Documentation Post Processing

Post Processing

Description of signal processing techniques and data preparation procedures used in the TAPS dataset.

Data Mismatch Correction

One of the key challenges in creating the TAPS dataset was addressing the timing differences between throat microphone and acoustic microphone signals. These mismatches occur due to several factors:

  • Variations in speakers' larynx and oral structures
  • Differences in phoneme production locations
  • Distance between the acoustic microphone and speaker's lips

Technical Details

For detailed information about data mismatch analysis and correction methods, including:

  • Mismatch variation analysis
  • Impact of microphone distance
  • Speaker-dependent variations
  • Phoneme-dependent timing differences

Please refer to the "Technical Validation" section of our paper [Link to paper].

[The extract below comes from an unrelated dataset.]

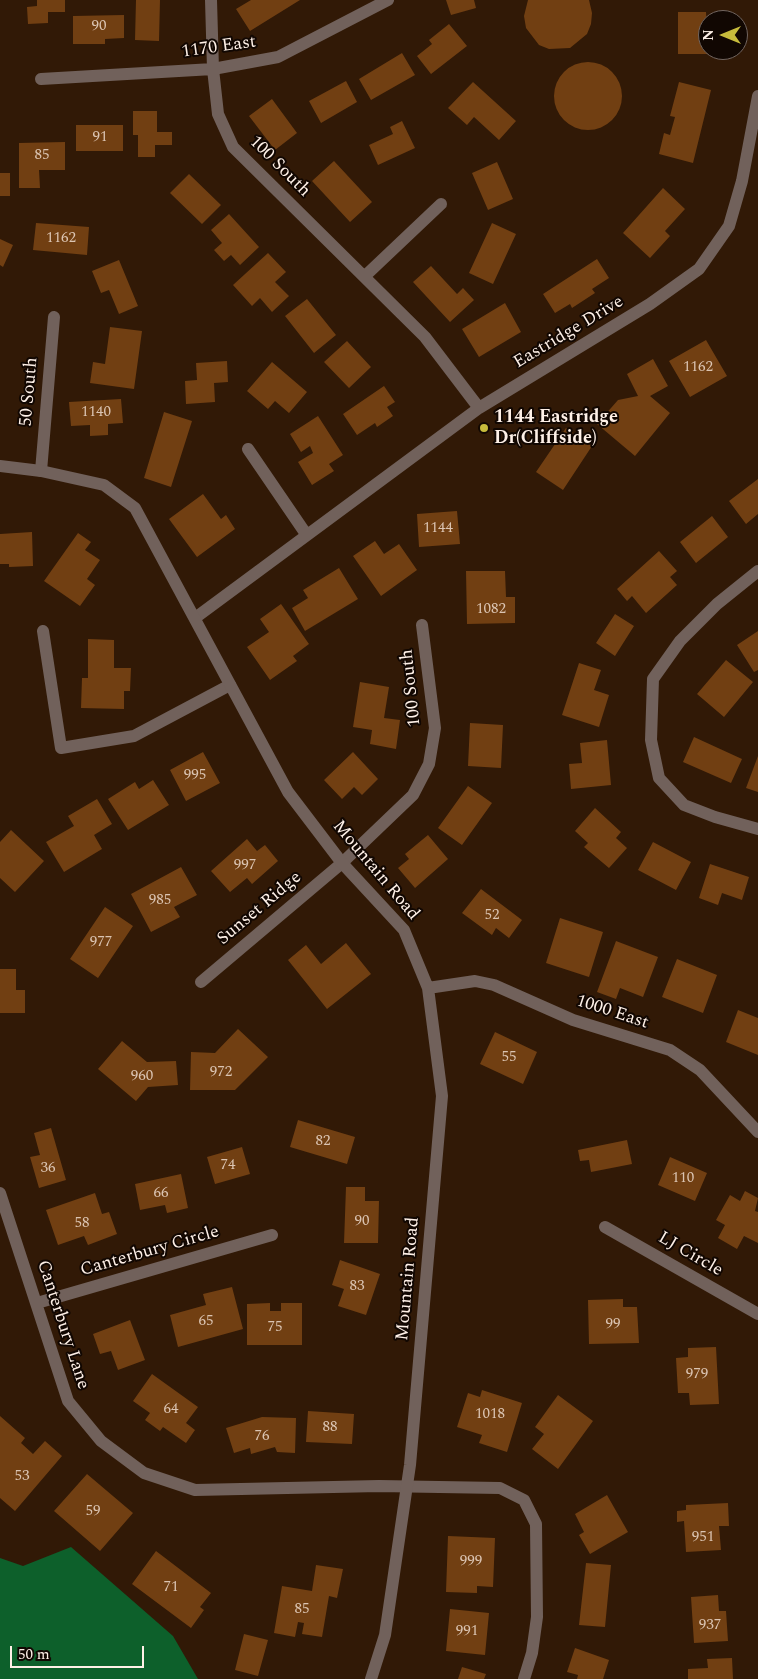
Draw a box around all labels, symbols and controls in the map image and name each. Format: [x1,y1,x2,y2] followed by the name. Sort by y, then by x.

Background Noise Reduction

To ensure high-quality reference signals, we applied noise reduction to the acoustic microphone recordings using the Demucs speech enhancement model.

Process Details

  • • Used Demucs pretrained causal version
  • • Applied to acoustic microphone signals only
  • • Preserved original signal characteristics
  • • Minimal impact on speech content

Results

  • • Reduced background noise
  • • Enhanced signal clarity
  • • Improved reference quality
  • • Maintained natural speech characteristics

Note

The noise reduction was applied only to minimize minor background noise in the acoustic microphone recordings. The throat microphone signals were preserved in their original form to maintain the authenticity of the dataset.

Complete Processing Pipeline

  1. High-pass Filtering

    Applied 5th-order Butterworth high-pass filter with 50 Hz cut-off frequency to reduce gravitational acceleration effects

  2. Timing Alignment

    Corrected timing differences between throat and acoustic microphone signals

  3. Noise Reduction

    Applied Demucs-based noise reduction to acoustic microphone recordings

  4. Trimming

    Removed silent segments at the beginning and end of recordings

  5. Quality Verification

    Manual review of evaluation set utterances for accuracy